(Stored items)
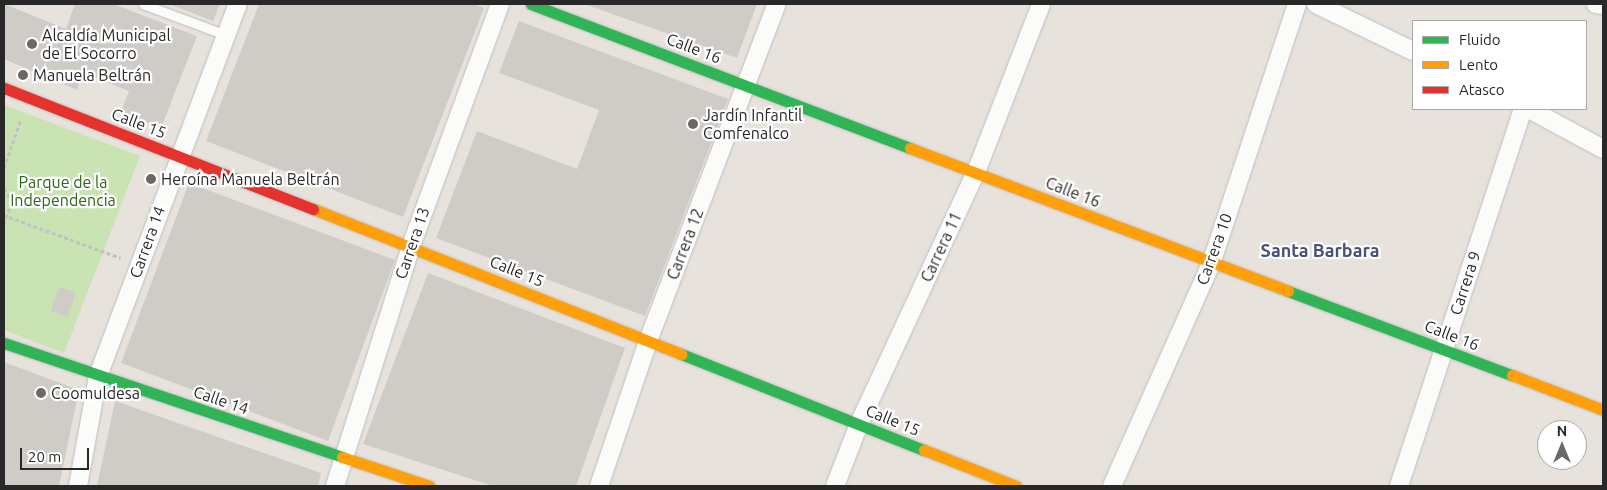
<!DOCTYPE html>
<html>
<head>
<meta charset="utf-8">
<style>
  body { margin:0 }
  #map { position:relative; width:1607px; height:490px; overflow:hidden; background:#e7e2dc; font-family:Ubuntu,sans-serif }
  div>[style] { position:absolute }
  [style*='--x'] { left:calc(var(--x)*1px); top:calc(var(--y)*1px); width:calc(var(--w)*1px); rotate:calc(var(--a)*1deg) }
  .green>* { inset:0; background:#cae3b3 }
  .building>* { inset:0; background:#cfccc8 }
  .path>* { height:3px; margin-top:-1.5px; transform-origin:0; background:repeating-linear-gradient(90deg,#c3c2c1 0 4px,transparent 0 6.5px) }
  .roads { filter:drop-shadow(0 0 1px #c0bebe) drop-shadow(0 0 1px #c0bebe) }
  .lane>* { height:9px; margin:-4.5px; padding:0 4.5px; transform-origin:4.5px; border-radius:4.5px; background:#fbfbfa }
  .street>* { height:18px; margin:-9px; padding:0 9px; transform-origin:9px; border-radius:9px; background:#fbfbfa }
  .fast>* { height:11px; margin:-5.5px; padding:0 5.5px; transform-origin:5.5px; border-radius:5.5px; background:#30b455 }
  .slow>* { height:11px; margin:-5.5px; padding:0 5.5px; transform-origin:5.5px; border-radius:5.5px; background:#ff9f0a }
  .jam>* { height:11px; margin:-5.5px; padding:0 5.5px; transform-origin:5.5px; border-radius:5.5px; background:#e5322d }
  .dots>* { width:14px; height:14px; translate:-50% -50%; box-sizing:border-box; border:2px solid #fff; border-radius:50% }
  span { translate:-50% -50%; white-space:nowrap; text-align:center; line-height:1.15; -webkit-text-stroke:4.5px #fff; paint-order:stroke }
  .poi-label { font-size:16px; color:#282828 }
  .left { translate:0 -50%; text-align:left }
  .street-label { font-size:16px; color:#282828 }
  .park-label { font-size:16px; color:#2c6616 }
  .neighbourhood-label { font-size:18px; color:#475379; font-weight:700 }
  .frame { position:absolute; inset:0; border:5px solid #282828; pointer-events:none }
  .legend { position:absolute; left:1412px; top:20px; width:175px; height:90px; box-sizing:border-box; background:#fff; border:1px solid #a9a9a9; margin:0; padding:6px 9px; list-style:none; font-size:15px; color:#282828 }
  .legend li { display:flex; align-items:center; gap:10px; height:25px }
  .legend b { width:25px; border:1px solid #a9a9a9 }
  .north { position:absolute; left:1537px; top:420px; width:50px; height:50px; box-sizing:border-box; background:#fff; border:1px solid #a9a9a9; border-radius:50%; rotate:0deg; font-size:14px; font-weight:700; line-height:20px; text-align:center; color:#282828 }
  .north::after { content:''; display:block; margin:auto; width:18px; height:22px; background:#6b6967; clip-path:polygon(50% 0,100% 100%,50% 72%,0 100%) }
  .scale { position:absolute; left:20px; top:448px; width:69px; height:22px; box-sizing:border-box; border:2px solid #282828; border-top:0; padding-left:6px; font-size:15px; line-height:18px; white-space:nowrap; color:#282828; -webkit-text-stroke:4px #fff; paint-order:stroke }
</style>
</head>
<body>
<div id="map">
  <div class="green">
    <div style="clip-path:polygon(4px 105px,140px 156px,64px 353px,4px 330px)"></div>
  </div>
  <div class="building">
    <div style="clip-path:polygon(4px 4px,66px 29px,75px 4px,113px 4px,197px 36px,161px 128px,121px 112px,129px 91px,83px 73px,77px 90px,4px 59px)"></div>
    <div style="clip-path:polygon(169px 4px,220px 4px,213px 21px)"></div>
    <div style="clip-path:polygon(259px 4px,473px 4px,484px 8px,403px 217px,206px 141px)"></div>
    <div style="clip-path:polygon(584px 4px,757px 4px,737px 58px)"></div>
    <div style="clip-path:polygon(519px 21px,728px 99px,645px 316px,436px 238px,477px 131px,577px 169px,599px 110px,499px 73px)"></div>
    <div style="clip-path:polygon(189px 183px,395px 260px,328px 441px,121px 363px)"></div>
    <div style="clip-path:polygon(428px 273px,625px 348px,576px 486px,493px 486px,363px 444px)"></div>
    <div style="clip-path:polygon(59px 287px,76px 292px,68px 317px,51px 311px)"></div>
    <div style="clip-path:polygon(4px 362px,79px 390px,59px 486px,4px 486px)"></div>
    <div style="clip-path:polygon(115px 401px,321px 473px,318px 486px,97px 486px)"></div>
  </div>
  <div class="path">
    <div style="--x:4;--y:168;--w:52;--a:-70.9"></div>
    <div style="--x:4;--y:188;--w:16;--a:60"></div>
    <div style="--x:12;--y:202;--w:22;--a:112"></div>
    <div style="--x:9;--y:217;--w:119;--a:20.1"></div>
  </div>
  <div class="roads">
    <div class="lane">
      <div style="--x:143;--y:4;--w:89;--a:20.5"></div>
    </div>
    <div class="street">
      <div style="--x:1316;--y:4;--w:108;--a:25.9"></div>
      <div style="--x:1596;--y:4;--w:7;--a:8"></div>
      <div style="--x:1529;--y:109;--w:84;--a:28.4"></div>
      <div style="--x:78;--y:486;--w:112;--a:-79.7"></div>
      <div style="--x:98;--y:376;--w:397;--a:-69.4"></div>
      <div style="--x:335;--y:486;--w:252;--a:-72.4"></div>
      <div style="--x:411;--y:246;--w:258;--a:-69.8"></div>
      <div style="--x:599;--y:486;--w:153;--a:-71.3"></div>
      <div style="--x:648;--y:341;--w:361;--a:-69.1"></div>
      <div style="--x:835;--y:486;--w:66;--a:-68.8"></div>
      <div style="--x:859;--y:424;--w:278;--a:-65.1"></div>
      <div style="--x:976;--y:172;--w:180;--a:-68.8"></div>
      <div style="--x:1112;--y:486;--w:246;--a:-66"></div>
      <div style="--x:1212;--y:261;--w:271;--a:-71.7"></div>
      <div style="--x:1399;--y:486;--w:397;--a:-71.8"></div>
    </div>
    <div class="fast">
      <div style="--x:531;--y:4;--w:405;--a:20.8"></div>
      <div style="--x:1288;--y:291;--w:239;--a:20.6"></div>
      <div style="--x:4;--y:343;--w:357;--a:18.6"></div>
      <div style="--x:681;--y:354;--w:261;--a:21.6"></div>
    </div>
    <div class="slow">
      <div style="--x:910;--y:148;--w:404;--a:20.7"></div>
      <div style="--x:313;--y:209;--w:396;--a:21.5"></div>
      <div style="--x:1512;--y:375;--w:97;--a:21"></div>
      <div style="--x:924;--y:450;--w:99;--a:21.4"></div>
      <div style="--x:342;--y:457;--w:92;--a:18.4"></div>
    </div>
    <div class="jam">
      <div style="--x:4;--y:88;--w:332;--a:21.4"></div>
    </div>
  </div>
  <div class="dots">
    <div style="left:32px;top:44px;background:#6b6967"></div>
    <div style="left:23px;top:75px;background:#6b6967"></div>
    <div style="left:693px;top:124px;background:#6b6967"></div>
    <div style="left:151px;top:179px;background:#6b6967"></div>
    <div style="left:41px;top:393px;background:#6b6967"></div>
  </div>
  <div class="poi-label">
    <span class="left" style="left:42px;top:44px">Alcaldía Municipal<br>de El Socorro</span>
    <span class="left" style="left:33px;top:75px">Manuela Beltrán</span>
    <span class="left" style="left:703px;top:124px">Jardín Infantil<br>Comfenalco</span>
    <span class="left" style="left:161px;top:179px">Heroína Manuela Beltrán</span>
    <span class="left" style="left:51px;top:393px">Coomuldesa</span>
  </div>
  <div class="street-label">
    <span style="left:694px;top:48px;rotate:21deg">Calle 16</span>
    <span style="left:139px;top:123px;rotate:21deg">Calle 15</span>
    <span style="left:1073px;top:192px;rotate:21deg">Calle 16</span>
    <span style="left:147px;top:242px;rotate:-70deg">Carrera 14</span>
    <span style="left:412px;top:243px;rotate:-71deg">Carrera 13</span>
    <span style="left:685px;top:244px;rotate:-69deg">Carrera 12</span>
    <span style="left:941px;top:247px;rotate:-65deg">Carrera 11</span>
    <span style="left:1214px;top:249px;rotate:-70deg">Carrera 10</span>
    <span style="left:517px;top:271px;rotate:22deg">Calle 15</span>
    <span style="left:1465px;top:283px;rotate:-72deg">Carrera 9</span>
    <span style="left:1452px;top:335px;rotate:21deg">Calle 16</span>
    <span style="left:221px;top:400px;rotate:19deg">Calle 14</span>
    <span style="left:893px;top:420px;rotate:22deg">Calle 15</span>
  </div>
  <div class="park-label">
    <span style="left:63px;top:191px">Parque de la<br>Independencia</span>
  </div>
  <div class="neighbourhood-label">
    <span style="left:1320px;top:250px">Santa Barbara</span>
  </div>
  <div class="frame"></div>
  <ul class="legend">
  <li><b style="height:6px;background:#30b455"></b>Fluido</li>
  <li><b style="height:6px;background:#ff9f0a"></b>Lento</li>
  <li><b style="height:6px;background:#e5322d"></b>Atasco</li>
  </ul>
  <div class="north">N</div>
  <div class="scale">20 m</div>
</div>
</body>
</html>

## [Your instructions]
Begin with the first line of the records and repeat every line up to the one with "filter:drop-shadow(0 0 1px", counting that line too. Pictures are not part of the copy.

## [Output of the exercise]
<!DOCTYPE html>
<html>
<head>
<meta charset="utf-8">
<style>
  body { margin:0 }
  #map { position:relative; width:1607px; height:490px; overflow:hidden; background:#e7e2dc; font-family:Ubuntu,sans-serif }
  div>[style] { position:absolute }
  [style*='--x'] { left:calc(var(--x)*1px); top:calc(var(--y)*1px); width:calc(var(--w)*1px); rotate:calc(var(--a)*1deg) }
  .green>* { inset:0; background:#cae3b3 }
  .building>* { inset:0; background:#cfccc8 }
  .path>* { height:3px; margin-top:-1.5px; transform-origin:0; background:repeating-linear-gradient(90deg,#c3c2c1 0 4px,transparent 0 6.5px) }
  .roads { filter:drop-shadow(0 0 1px #c0bebe) drop-shadow(0 0 1px #c0bebe) }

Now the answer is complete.